● What the task asks: Pull every "linejoin" line out of the data below.

● Dataset records:
○ ○ ○ ○

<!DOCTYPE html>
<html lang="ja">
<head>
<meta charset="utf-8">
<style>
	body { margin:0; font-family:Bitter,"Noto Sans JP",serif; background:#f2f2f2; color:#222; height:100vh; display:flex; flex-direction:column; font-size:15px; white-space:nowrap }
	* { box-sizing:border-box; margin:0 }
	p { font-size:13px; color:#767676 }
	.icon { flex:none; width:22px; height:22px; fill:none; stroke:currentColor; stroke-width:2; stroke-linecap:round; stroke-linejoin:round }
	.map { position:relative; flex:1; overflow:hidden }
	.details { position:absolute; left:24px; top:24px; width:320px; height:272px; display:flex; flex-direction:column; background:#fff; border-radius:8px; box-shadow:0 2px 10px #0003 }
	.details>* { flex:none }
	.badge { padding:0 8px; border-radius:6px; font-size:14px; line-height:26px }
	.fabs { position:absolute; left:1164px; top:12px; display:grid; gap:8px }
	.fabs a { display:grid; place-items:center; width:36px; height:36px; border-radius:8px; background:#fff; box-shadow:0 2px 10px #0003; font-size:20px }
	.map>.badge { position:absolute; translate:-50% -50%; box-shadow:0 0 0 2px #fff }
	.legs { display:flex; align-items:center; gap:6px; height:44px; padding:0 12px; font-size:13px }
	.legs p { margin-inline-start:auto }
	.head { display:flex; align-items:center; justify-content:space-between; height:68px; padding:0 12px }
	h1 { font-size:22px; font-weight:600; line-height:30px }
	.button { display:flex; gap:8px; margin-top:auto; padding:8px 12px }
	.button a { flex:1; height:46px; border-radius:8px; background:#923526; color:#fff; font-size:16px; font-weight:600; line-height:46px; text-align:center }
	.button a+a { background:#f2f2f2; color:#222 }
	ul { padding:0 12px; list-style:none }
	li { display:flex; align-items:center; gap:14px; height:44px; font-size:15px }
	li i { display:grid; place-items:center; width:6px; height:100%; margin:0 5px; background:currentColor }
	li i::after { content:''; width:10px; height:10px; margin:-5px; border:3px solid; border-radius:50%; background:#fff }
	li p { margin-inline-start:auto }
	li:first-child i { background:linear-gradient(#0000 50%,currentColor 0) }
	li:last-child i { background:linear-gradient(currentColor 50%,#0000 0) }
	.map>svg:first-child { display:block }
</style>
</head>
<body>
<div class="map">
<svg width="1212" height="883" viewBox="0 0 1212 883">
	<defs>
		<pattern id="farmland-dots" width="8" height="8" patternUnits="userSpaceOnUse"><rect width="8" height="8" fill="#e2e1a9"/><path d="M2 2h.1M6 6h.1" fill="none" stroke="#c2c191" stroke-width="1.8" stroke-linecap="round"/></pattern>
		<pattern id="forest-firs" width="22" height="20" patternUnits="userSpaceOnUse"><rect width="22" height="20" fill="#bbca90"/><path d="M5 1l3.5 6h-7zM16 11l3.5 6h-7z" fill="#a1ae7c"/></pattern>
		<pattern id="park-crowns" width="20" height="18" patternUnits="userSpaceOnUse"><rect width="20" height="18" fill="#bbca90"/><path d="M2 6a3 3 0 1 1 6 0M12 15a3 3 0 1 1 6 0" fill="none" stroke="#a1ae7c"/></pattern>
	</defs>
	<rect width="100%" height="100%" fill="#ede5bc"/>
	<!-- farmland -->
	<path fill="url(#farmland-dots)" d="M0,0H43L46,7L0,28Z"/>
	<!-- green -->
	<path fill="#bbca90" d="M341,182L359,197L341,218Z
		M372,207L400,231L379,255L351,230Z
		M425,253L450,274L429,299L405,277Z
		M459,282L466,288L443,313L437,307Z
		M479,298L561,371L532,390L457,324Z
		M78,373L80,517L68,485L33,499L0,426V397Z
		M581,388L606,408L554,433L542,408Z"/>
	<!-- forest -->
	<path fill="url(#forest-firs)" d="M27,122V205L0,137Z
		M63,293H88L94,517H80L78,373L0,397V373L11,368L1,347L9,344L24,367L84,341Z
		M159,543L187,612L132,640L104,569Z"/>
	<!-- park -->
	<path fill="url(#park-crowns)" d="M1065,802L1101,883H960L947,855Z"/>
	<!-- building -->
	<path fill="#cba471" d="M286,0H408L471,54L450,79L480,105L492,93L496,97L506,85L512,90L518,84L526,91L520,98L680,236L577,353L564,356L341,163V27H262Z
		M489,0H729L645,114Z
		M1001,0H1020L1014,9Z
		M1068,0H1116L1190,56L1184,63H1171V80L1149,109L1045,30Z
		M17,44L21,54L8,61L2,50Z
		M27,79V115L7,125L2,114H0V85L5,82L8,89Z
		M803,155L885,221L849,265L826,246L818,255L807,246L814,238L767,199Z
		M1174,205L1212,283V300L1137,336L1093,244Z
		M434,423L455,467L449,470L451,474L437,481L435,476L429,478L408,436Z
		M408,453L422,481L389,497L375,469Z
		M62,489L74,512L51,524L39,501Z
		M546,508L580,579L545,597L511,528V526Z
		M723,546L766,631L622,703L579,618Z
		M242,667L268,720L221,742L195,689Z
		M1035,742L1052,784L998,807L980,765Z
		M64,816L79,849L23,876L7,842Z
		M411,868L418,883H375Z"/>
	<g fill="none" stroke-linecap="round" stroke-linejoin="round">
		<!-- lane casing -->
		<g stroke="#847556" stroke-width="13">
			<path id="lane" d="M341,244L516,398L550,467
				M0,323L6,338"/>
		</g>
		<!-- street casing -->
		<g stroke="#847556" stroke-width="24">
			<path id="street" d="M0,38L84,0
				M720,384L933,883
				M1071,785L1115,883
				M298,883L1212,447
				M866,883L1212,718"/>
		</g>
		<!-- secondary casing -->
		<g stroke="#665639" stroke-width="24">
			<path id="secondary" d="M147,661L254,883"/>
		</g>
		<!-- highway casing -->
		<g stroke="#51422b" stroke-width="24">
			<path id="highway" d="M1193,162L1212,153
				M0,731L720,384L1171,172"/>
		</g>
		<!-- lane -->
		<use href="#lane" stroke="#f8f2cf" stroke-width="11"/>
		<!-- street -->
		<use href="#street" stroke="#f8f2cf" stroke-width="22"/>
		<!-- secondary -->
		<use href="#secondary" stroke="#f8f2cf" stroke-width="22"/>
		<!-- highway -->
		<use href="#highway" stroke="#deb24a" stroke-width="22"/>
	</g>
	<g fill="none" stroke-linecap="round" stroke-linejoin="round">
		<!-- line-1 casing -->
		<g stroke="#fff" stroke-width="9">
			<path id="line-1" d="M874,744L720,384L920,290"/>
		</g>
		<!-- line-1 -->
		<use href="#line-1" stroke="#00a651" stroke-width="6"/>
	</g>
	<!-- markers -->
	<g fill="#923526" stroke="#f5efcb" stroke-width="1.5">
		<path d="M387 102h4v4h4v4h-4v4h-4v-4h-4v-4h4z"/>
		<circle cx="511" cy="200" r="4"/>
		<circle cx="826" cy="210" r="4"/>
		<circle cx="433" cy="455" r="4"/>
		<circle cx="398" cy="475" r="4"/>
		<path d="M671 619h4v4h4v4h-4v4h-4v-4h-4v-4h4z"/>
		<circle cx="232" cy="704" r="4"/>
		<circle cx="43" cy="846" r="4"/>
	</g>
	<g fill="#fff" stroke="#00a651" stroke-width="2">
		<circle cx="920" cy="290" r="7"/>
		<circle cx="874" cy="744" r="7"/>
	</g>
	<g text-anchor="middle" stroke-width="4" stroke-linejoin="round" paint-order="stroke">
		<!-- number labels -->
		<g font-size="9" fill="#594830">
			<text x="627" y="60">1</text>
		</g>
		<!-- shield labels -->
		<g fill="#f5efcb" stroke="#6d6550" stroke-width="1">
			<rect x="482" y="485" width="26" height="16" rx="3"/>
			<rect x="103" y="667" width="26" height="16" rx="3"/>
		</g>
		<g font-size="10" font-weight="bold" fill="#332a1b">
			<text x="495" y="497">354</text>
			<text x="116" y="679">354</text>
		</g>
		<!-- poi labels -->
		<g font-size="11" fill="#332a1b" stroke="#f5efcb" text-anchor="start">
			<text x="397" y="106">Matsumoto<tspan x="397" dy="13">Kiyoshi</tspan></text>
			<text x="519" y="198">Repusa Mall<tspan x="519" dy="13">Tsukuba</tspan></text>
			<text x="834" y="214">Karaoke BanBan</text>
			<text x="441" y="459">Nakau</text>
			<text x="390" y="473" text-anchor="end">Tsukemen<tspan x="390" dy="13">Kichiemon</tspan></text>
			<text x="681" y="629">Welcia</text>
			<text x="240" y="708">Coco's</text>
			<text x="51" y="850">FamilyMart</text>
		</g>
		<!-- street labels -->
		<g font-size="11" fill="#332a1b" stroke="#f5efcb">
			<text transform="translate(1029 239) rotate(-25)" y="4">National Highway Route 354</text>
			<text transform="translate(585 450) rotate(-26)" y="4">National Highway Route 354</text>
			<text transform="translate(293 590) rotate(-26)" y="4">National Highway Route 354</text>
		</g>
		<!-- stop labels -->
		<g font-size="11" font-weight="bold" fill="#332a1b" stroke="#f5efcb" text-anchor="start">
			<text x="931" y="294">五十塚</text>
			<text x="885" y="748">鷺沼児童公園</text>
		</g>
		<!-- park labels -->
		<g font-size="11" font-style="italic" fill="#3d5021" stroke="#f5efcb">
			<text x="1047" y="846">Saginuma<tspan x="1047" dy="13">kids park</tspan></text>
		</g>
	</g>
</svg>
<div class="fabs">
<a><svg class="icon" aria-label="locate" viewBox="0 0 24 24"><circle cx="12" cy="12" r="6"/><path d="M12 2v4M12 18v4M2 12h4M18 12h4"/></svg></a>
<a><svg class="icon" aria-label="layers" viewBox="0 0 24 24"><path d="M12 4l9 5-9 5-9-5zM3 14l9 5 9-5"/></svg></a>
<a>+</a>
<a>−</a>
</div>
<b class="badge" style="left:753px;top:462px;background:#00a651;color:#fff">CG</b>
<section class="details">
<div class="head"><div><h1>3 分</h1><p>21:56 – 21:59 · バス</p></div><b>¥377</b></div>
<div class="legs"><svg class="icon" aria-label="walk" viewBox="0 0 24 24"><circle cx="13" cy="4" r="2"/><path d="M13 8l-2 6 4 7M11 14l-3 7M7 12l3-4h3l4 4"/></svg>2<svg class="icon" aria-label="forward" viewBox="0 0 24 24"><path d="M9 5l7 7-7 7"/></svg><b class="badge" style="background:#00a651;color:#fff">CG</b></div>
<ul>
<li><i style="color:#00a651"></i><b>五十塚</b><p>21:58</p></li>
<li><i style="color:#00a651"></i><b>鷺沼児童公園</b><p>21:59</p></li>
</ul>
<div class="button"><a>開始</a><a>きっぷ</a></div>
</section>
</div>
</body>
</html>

○ ○ ○ ○

● Task output:
	.icon { flex:none; width:22px; height:22px; fill:none; stroke:currentColor; stroke-width:2; stroke-linecap:round; stroke-linejoin:round }
	<g fill="none" stroke-linecap="round" stroke-linejoin="round">
	<g fill="none" stroke-linecap="round" stroke-linejoin="round">
	<g text-anchor="middle" stroke-width="4" stroke-linejoin="round" paint-order="stroke">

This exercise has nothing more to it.